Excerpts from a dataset
+-------+
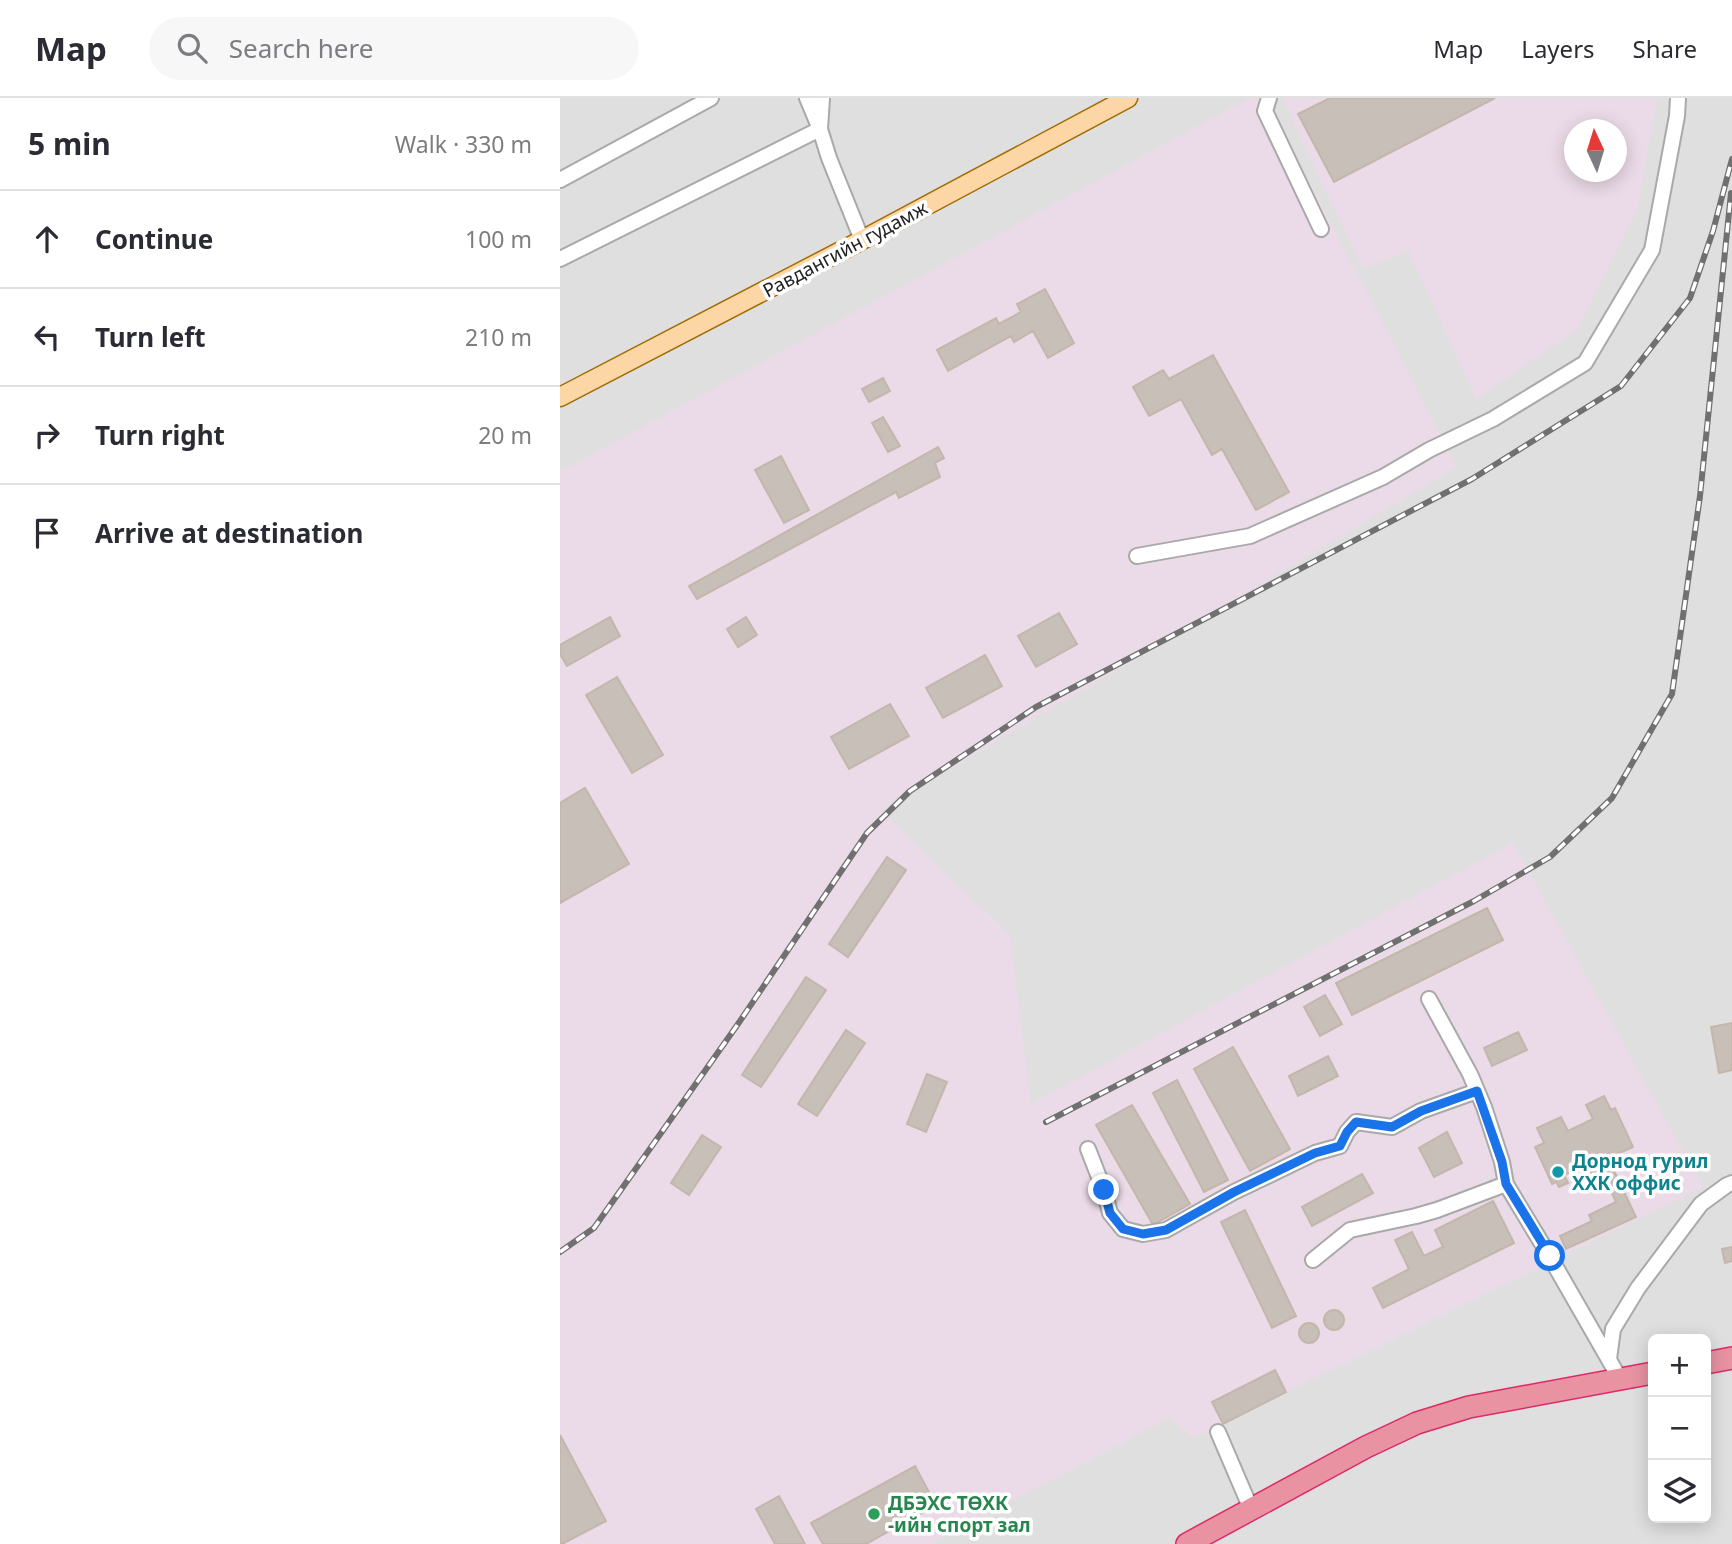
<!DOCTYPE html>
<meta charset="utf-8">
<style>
body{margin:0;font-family:"Noto Sans",sans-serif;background:#f7f7f7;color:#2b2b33}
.controls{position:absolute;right:21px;bottom:21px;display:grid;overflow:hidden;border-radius:10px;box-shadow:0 4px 18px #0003}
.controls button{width:63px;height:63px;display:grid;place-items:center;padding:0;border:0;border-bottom:2px solid #e1e1e2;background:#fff;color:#2b2b33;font:35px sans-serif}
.compass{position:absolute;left:1004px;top:21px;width:63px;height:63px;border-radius:50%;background:#fff;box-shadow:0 4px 18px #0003;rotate:356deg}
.stop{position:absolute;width:21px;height:21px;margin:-16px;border:5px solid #1a73e8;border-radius:50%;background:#fff}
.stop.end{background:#1a73e8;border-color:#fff;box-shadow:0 2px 7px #0008}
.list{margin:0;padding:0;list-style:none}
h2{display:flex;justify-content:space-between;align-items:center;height:91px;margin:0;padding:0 28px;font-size:30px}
h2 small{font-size:23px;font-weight:400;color:#7c7c81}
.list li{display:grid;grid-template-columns:46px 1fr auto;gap:21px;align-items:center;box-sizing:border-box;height:98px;padding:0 28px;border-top:2px solid #e1e1e2}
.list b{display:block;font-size:26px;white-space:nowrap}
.list em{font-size:23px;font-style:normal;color:#7c7c81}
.icon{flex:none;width:38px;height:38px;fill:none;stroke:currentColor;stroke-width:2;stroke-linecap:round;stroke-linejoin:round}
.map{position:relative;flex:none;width:1172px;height:1446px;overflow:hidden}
header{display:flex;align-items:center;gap:42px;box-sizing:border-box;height:98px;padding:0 35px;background:#fff;border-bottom:2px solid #e1e1e2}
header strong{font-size:33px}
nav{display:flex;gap:38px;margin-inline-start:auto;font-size:24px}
.search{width:490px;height:63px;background:#f7f7f7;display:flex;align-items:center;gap:18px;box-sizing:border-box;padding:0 24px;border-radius:38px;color:#7c7c81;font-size:26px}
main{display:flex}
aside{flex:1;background:#fff}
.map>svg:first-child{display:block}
.residential{fill:#e0dfdf;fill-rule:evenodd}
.industrial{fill:#ebdbe8;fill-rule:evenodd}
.building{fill:#c7bfb8;stroke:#c4b6ab;stroke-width:2}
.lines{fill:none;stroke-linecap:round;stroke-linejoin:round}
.minor-casing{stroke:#a9a9a9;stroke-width:18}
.major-casing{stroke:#a06b00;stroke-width:21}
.highway-casing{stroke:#dc2a67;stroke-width:24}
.minor{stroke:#fff;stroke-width:14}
.major{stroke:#fcd6a4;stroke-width:18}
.highway{stroke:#e892a2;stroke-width:21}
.rail-casing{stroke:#707070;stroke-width:6}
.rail{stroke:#fff;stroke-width:3.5;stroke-dasharray:10;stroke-linecap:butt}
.route{stroke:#1a73e8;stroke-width:9}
.culture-dot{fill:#0f9aa8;stroke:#fff;stroke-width:2.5}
.leisure-dot{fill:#2e9e5b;stroke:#fff;stroke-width:2.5}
.labels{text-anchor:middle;stroke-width:7;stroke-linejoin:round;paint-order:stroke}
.street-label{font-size:19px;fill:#222;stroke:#fff}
.culture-label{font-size:19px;font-weight:bold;fill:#0d838f;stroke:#fff;text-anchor:start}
.leisure-label{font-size:19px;font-weight:bold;fill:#27864d;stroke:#fff;text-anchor:start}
</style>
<header>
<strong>Map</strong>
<div class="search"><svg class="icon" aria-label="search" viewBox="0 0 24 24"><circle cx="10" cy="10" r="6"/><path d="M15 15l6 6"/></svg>Search here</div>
<nav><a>Map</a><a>Layers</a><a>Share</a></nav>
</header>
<main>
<aside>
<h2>5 min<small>Walk · 330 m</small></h2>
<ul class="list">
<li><svg class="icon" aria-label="ahead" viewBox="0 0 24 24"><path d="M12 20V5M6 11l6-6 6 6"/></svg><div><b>Continue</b></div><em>100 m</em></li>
<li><svg class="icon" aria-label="left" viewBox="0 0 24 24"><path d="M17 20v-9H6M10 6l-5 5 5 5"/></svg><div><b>Turn left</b></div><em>210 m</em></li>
<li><svg class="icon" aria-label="right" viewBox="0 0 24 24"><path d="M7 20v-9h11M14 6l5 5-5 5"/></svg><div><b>Turn right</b></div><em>20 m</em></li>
<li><svg class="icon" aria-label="arrive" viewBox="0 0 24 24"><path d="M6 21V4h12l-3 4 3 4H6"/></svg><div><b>Arrive at destination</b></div></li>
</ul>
</aside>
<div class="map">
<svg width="1172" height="1446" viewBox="0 0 1172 1446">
<rect width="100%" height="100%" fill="#f2efe9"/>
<!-- residential -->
<path class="residential" d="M 0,0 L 1172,0 L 1172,1446 L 0,1446 ZM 1014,32 L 1056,32 L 1056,74 L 1014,74 ZM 1093,1241 L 1146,1241 L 1146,1420 L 1093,1420 Z"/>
<!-- industrial -->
<path class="industrial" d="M 690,0 L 706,0 L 897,369 L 321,712 L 450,837 L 471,1006 L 953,745 L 1142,1089 L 634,1340 L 610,1320 L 370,1446 L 0,1446 L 0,374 Z
M 722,0 L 1097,0 L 1077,112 L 1017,232 L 916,301 L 849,153 L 803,171 ZM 1014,32 L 1056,32 L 1056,74 L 1014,74 Z"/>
<!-- building -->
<path class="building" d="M 770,0 L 935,0 L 774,84 L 738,16 Z
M 485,191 L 514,245 L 488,260 L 473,233 L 454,244 L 451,238 L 388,273 L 377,252 L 436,220 L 439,226 L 461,214 L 457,206 Z
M 653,257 L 729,394 L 696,412 L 662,351 L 652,357 L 621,301 L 589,318 L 573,289 L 603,272 L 609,281 Z
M 323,280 L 330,293 L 309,304 L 302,291 Z
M 323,319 L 340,348 L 328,354 L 312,325 Z
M 378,349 L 384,360 L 375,365 L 380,379 L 339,400 L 336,394 L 137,501 L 129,488 Z
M 221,358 L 249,412 L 224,425 L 195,372 Z
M 499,515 L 517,546 L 476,569 L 458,538 Z
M 50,519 L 60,538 L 7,568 L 0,556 L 0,547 Z
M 186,519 L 197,537 L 178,549 L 167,531 Z
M 425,557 L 442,588 L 383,620 L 366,590 Z
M 57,579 L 103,657 L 72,675 L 26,597 Z
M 330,606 L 349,638 L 289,671 L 271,639 Z
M 25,690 L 69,766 L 0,805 L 0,705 Z
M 327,759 L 346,772 L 288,859 L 269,846 Z
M 927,810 L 943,842 L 792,917 L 776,885 Z
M 246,879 L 266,892 L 201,989 L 182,977 Z
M 765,897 L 782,926 L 760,938 L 744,909 Z
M 1172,925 L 1172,972 L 1159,975 L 1151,929 Z
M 286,932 L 305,945 L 257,1018 L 238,1006 Z
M 958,934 L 967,952 L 932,968 L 924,950 Z
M 673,949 L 730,1051 L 690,1073 L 634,971 Z
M 768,958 L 778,978 L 738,998 L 729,978 Z
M 367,976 L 387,984 L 366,1034 L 347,1026 Z
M 617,982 L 668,1082 L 644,1094 L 593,995 Z
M 1044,998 L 1051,1012 L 1055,1010 L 1073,1049 L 1048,1060 L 1076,1119 L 1006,1151 L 1000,1138 L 1032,1123 L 1029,1117 L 1056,1104 L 1041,1072 L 1028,1078 L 1023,1068 L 1004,1077 L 1008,1085 L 999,1089 L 996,1084 L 992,1086 L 975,1049 L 984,1045 L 977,1030 L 1001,1019 L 1008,1033 L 1033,1021 L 1026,1007 Z
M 572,1007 L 630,1106 L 593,1127 L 536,1027 Z
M 887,1034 L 902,1065 L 874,1079 L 859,1050 Z
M 142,1037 L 161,1049 L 129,1097 L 111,1085 Z
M 802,1076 L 813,1095 L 752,1128 L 742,1109 Z
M 933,1103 L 954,1145 L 823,1210 L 813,1190 L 849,1171 L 835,1142 L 852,1134 L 864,1158 L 883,1149 L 875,1132 Z
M 685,1112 L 736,1218 L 712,1230 L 661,1124 Z
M 1172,1149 L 1172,1163 L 1165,1165 L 1162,1151 Z
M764 1222a10 10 0 1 1 20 0a10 10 0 1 1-20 0Z
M739 1235a10 10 0 1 1 20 0a10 10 0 1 1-20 0Z
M 715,1272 L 726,1294 L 663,1326 L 652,1304 Z
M 0,1337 L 46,1423 L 2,1446 L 0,1446 Z
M 355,1368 L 376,1407 L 306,1446 L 263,1446 L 251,1425 Z
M 219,1398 L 245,1446 L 215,1446 L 196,1411 Z"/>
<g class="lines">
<!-- minor casing -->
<g class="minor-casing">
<path id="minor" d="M 262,0 L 260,31 L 269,60 L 302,142
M 709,0 L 705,13 L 761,131
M 0,82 L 151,0
M 0,161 L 260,31 L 247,0
M 577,458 L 690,438 L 823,379 L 869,352 L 933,321 L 1025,265 L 1092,152 L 1117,18 L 1118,0
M 869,901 L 910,976 L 924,1009 L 942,1064 L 946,1086 L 990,1159 L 1060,1281
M 528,1051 L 544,1092 L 550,1115 L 563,1131 L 583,1136 L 606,1132 L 674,1094 L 755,1055 L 780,1048 L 787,1034 L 796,1024 L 832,1029 L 861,1013 L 917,993
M 753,1162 L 790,1132 L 856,1118 L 877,1112 L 946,1086
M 1049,1261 L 1053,1231 L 1078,1190 L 1141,1106 L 1167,1087 L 1172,1085
M 658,1334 L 691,1411"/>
</g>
<!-- major casing -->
<g class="major-casing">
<path id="major" d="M 0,299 L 302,142 L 568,0"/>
</g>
<!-- highway casing -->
<g class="highway-casing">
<path id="highway" d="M 1146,1265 L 1172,1260
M 627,1446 L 806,1349 L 857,1325 L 909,1309 L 1093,1275"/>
</g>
<!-- minor -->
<use href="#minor" class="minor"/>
<!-- major -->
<use href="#major" class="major"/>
<!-- highway -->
<use href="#highway" class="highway"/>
<!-- rail casing -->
<g class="rail-casing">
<path id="rail" d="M 486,1024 L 914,803 L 990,759 L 1052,700 L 1112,596 L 1140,398 L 1171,95
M 0,1154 L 34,1130 L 178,926 L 307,735 L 350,693 L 476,609 L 912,381 L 1061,288 L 1130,200 L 1153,133 L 1172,61"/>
</g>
<!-- rail -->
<use href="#rail" class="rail"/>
</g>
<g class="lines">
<!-- route -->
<path class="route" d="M 544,1092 L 550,1115 L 563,1131 L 583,1136 L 606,1132 L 674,1094 L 755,1055 L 780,1048 L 787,1034 L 796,1024 L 832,1029 L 861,1013 L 917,993 L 942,1064 L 946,1086 L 990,1158"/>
</g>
<!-- markers -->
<circle class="culture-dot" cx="998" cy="1074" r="7"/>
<circle class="leisure-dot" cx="314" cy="1416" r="7"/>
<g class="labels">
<!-- street labels -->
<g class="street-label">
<text transform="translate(285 151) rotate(-28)" y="7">Равдангийн гудамж</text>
</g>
<!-- culture labels -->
<g class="culture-label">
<text x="1012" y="1070">Дорнод гурил<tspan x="1012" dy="22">ХХК оффис</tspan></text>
</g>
<!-- leisure labels -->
<g class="leisure-label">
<text x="328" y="1412">ДБЭХС ТӨХК<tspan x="328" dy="22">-ийн спорт зал</tspan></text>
</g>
</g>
</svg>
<div class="controls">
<button>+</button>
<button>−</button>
<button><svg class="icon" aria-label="layers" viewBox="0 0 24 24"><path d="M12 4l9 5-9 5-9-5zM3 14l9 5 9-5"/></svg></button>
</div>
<svg class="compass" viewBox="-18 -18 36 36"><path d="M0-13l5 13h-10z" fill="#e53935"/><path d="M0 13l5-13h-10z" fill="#7c7c81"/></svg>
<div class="stop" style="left:990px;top:1158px"></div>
<div class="stop end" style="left:544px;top:1092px"></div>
</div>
</main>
+-------+
Pull out all lines of the data with the string "shadow".

.controls{position:absolute;right:21px;bottom:21px;display:grid;overflow:hidden;border-radius:10px;box-shadow:0 4px 18px #0003}
.compass{position:absolute;left:1004px;top:21px;width:63px;height:63px;border-radius:50%;background:#fff;box-shadow:0 4px 18px #0003;rotate:356deg}
.stop.end{background:#1a73e8;border-color:#fff;box-shadow:0 2px 7px #0008}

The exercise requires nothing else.